Once I put all of that into my prompt, I would require the AI to ask any clarifying questions before getting started. (UNDERSTANDING OF TASK)
I’m torn on the value of having the AI tool draft an outline vs. the content, but for blogs, I usually just outline what I want to say, and then if my prompt was more free-flowing thoughts than a structured outline, I’ll have the AI respond with the outline in a compelling, logical flow. (STRUCTURING)
Once I am satisfied the AI understands what to do, I’ll have it draft the content. (OUTPUTS)
After that, I’ll review the blog to ensure it meets my standards of quality, that it will resonate with my audience, and that it is written in whatever style/voice I’m needing to create the content in for this particular piece. (VERIFICATION)
Aside from the verification, which can take some time, depending on the length of the blog, all of that can take place in minutes, and for me, that is the most direct way that the blog ends up ‘better’ than what I could have developed myself.
So, what is the next step for marketing and comms folks like me? I certainly don’t want to bury my head in the sand when it comes to AI, as I don’t fully understand it. But I also don’t want to become over-reliant on it to the point I check my brain at the door.
Play. Just play. Stop overanalyzing and just play with it.
Think about the last time you had an incredible amount of fun. Not the last time you had fun working. But the last time you had FUN! What were you feeling? What were you doing? What made it fun?
Chances are, you weren’t thinking about all the things you didn’t understand about whatever it was you were doing at the time. You were just having fun with it.
For creatives, playing with AI is the best way to learn what it can do, what you can accomplish with it, and how to integrate it into your workflow.
To take it up a notch, pick a problem you’re trying to solve…and then play with AI tools to see if they can solve that problem. Maybe you’re stuck on messaging for a difficult client, or you need fresh angles for a campaign that feels stale, or you’re dreading writing another quarterly report. Don’t approach it like “I need to learn AI first, then apply it.” Just throw your real problem at it and see what happens.

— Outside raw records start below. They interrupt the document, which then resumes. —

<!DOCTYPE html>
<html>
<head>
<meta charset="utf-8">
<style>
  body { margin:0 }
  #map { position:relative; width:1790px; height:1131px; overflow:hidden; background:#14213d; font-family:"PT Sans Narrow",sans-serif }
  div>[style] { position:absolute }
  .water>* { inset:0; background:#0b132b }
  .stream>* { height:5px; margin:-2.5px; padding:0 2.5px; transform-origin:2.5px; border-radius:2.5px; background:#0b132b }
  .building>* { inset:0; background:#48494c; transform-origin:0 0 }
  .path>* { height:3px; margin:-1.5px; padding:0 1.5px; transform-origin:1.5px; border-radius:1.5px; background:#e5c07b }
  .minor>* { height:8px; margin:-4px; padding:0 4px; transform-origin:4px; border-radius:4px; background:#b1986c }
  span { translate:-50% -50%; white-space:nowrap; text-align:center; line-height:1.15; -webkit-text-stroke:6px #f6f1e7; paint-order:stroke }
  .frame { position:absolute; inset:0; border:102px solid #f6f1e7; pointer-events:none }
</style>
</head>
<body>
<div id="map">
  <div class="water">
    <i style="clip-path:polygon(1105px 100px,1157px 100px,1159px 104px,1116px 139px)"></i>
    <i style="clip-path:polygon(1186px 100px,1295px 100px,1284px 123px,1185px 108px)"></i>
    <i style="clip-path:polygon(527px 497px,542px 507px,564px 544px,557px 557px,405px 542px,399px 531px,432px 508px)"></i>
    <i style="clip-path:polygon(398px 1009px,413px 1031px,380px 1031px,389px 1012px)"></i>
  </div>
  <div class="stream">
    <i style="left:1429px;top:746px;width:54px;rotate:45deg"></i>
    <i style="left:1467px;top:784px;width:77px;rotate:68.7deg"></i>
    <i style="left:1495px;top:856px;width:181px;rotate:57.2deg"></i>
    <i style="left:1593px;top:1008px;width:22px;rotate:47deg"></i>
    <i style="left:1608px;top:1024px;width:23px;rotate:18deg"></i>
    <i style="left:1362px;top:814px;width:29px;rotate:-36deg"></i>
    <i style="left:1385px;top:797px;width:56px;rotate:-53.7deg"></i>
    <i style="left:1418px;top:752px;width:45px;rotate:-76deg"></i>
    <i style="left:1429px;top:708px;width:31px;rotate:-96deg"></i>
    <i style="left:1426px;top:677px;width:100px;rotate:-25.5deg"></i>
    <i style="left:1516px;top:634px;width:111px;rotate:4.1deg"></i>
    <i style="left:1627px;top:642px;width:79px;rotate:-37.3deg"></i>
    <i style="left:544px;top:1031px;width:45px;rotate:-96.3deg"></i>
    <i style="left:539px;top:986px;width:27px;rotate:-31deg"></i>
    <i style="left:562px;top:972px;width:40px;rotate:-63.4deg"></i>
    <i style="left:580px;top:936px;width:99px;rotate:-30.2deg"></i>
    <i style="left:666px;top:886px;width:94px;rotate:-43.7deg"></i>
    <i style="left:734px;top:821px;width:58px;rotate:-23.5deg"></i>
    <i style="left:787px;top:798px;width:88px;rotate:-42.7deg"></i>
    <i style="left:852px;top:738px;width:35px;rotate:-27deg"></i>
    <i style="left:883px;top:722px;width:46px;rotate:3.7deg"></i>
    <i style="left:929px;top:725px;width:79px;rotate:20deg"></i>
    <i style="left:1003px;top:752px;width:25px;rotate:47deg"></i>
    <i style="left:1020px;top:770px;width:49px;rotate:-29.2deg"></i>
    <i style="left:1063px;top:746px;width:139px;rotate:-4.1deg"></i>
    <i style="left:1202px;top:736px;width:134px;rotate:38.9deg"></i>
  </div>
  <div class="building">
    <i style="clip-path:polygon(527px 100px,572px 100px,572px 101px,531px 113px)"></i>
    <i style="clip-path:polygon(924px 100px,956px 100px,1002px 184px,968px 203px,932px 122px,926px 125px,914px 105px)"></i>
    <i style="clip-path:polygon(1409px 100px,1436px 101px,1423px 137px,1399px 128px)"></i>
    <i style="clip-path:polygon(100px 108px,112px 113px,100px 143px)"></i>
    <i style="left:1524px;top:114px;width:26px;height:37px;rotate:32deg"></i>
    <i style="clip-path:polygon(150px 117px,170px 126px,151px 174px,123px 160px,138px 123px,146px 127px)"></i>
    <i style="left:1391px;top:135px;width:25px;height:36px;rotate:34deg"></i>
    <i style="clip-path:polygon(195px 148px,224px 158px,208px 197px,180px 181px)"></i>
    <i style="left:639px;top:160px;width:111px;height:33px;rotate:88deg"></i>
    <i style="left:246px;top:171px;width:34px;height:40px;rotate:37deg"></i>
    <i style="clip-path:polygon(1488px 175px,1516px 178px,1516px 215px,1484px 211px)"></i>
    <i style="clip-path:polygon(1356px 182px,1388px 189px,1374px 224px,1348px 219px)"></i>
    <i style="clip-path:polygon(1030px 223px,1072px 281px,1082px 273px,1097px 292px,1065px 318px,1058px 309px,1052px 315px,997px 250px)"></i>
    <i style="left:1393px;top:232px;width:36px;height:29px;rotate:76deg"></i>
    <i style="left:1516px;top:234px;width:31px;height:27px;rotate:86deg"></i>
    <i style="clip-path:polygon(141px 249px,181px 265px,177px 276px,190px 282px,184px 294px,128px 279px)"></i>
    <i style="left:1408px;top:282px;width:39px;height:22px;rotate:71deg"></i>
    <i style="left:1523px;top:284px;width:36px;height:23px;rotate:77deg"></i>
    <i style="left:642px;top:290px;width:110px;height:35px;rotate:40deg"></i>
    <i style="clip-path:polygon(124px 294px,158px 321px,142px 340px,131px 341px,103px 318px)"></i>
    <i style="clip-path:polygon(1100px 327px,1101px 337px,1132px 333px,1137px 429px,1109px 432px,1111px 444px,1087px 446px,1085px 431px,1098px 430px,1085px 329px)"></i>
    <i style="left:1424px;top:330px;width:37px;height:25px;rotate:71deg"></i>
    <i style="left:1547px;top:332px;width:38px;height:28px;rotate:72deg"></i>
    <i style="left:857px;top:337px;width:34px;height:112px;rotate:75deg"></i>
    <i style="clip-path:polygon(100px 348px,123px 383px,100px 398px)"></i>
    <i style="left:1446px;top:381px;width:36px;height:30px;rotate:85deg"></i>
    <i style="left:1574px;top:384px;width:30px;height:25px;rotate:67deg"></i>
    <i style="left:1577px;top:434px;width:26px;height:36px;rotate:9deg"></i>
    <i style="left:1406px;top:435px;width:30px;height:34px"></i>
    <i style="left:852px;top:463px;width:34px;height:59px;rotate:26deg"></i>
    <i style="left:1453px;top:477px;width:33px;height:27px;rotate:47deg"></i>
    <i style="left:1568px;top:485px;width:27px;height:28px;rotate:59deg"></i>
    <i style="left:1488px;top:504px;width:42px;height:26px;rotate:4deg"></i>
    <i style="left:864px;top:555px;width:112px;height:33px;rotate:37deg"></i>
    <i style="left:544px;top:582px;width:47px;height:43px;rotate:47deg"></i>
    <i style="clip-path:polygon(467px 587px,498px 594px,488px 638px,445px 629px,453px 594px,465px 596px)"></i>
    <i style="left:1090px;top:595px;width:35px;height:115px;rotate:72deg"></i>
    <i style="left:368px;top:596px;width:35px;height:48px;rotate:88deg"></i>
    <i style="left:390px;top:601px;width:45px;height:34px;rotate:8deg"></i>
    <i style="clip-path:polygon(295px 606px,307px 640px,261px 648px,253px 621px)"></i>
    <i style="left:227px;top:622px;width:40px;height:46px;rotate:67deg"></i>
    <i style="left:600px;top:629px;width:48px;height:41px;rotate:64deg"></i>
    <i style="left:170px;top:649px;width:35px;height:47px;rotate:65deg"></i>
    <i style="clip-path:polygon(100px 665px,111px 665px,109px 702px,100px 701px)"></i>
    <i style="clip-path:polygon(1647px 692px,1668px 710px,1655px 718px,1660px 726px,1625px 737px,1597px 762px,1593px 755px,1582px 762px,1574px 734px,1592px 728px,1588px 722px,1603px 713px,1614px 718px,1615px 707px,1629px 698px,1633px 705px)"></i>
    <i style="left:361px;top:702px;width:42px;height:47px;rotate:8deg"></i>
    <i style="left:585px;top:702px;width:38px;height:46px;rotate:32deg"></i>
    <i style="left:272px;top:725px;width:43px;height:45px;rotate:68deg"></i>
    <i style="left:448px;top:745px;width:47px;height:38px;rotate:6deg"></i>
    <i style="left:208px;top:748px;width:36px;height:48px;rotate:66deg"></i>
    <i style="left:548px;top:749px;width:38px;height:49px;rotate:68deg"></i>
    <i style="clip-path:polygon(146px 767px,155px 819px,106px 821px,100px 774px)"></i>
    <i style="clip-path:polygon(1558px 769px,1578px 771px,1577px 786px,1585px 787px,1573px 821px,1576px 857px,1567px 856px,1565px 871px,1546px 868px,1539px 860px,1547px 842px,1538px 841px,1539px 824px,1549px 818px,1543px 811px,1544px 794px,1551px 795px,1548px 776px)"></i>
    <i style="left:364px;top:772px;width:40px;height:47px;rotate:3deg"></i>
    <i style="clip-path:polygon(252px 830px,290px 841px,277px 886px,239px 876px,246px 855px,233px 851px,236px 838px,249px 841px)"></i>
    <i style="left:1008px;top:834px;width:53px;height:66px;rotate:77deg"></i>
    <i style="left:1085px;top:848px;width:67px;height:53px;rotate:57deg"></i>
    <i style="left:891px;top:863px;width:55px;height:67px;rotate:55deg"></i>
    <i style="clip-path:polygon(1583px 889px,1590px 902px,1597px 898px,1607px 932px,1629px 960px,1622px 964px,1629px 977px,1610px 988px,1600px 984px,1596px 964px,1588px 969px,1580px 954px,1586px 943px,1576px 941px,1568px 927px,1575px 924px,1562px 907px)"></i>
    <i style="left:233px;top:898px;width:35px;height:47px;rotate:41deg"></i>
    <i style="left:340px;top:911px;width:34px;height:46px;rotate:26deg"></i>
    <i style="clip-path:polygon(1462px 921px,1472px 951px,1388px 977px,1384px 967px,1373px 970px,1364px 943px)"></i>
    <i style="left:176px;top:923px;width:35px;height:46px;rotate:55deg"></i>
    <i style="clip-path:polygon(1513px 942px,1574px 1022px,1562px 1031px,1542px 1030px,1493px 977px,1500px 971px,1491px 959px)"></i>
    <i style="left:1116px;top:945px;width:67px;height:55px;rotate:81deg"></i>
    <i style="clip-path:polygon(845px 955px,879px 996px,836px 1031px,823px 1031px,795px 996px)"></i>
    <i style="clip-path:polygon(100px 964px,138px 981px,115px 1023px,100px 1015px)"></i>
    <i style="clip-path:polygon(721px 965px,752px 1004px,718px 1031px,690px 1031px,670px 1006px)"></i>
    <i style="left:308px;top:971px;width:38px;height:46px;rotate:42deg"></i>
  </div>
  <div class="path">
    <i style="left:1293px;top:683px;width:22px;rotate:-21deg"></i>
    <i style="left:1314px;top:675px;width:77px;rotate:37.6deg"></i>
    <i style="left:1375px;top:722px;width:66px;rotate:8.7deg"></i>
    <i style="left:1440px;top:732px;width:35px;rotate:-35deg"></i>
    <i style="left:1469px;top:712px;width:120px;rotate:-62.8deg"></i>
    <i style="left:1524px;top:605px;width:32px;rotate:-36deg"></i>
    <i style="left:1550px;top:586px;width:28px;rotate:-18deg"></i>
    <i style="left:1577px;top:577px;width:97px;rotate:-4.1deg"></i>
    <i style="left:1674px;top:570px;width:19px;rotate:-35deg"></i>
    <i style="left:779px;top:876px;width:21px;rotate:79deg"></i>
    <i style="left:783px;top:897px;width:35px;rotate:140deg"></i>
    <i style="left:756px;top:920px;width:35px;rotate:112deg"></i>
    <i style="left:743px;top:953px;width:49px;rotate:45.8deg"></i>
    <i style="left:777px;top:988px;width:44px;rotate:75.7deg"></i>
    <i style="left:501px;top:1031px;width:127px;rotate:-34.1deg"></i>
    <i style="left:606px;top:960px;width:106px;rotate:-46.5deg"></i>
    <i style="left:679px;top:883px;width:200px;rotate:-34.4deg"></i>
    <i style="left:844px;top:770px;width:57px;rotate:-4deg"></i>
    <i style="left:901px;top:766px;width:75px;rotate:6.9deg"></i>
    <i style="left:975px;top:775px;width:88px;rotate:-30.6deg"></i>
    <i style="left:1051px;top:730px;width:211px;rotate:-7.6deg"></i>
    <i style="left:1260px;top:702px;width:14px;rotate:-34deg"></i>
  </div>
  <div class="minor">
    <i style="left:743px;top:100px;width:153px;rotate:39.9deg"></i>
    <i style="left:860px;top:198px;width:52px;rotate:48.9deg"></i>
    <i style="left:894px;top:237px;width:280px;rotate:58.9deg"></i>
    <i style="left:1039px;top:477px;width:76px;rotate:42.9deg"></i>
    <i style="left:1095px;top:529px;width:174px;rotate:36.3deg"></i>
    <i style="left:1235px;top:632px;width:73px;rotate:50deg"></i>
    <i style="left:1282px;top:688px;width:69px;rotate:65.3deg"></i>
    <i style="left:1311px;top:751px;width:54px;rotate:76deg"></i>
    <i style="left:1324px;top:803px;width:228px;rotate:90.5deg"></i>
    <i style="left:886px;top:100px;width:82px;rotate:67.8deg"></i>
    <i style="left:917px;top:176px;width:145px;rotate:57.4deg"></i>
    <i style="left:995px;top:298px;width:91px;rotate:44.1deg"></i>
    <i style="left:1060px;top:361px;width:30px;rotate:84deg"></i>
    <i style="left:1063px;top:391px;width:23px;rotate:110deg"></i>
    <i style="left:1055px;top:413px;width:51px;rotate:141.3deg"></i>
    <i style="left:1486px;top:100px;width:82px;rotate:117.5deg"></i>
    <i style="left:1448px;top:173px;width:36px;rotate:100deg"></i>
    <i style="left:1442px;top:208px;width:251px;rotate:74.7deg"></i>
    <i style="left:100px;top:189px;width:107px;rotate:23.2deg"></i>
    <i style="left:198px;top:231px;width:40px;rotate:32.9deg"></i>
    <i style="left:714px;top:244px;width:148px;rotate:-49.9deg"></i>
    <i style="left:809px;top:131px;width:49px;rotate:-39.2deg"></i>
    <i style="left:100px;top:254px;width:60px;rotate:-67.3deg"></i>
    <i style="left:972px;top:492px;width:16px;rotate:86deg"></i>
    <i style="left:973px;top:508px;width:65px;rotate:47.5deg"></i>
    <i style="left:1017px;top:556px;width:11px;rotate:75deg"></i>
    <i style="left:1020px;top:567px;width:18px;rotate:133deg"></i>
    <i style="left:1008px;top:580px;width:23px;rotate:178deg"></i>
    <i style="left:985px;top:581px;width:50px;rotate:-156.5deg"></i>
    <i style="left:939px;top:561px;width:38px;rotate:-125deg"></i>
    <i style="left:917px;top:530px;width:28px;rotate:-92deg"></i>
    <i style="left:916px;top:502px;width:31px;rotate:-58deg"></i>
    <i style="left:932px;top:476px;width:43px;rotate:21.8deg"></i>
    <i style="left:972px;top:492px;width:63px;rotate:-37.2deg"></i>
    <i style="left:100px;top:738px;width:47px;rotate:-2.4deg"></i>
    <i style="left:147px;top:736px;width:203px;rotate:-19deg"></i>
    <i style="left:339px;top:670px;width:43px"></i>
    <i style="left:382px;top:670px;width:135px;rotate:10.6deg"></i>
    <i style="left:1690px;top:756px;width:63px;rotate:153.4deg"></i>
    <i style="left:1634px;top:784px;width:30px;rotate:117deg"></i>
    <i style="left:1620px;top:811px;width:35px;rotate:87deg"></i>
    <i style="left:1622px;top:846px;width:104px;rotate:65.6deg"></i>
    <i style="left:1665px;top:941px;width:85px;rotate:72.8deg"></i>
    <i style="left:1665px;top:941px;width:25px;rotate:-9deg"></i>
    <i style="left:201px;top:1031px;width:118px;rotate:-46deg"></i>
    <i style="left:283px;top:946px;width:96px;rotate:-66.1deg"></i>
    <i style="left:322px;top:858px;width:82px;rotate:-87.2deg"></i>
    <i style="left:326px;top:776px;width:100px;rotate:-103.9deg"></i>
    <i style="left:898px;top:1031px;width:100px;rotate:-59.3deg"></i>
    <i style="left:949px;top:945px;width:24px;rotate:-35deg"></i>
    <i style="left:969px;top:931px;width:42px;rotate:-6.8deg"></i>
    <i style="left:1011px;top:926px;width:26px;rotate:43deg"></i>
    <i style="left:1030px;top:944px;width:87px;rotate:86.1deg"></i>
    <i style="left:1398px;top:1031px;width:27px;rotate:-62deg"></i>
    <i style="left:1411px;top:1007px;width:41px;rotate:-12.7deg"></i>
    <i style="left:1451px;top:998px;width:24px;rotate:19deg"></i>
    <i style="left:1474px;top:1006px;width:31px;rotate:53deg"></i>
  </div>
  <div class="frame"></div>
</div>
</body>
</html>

This approach does two things: it keeps your brain fully engaged because you’re evaluating everything through the lens of your actual challenge, and it reveals something crucial about AI – it’s incredibly good at generating raw material and variations, but it still needs your professional judgment for strategy, brand voice, and knowing what will actually resonate with your audiences.
The sweet spot isn’t choosing between your expertise and AI capabilities. It’s discovering how they amplify each other when you’re genuinely curious and experimental rather than trying to master some abstract concept of “AI.”
Wrapping Up and Taking Aaron’s Advice
So, instead of getting bogged down in the intricacies of its mathematical underpinnings, and whether it “thinks” or not, my best route forward is to play with these tools. Experiment, challenge them with real-world problems, and discover how this sophisticated math can amplify creativity and efficiency.
In that spirit, I’ve already signed up to join Aaron’s hands-on AI Bootcamp on September 2. I’m excited to learn about the differences between ChatGPT, Claude, and Gemini, and to build custom GPTs that will tailor these tools to be more helpful in my daily routines.
Hopefully, the future of AI in marketing and communications isn’t about replacing human ingenuity but rather augmenting it. As Aaron insightfully suggests, viewing AI as a digital assistant rather than a magic bullet for content creation empowers us to leverage its strengths, like generating raw material and variations at lightning speed, while retaining our critical human oversight for strategy, brand voice, and audience resonance.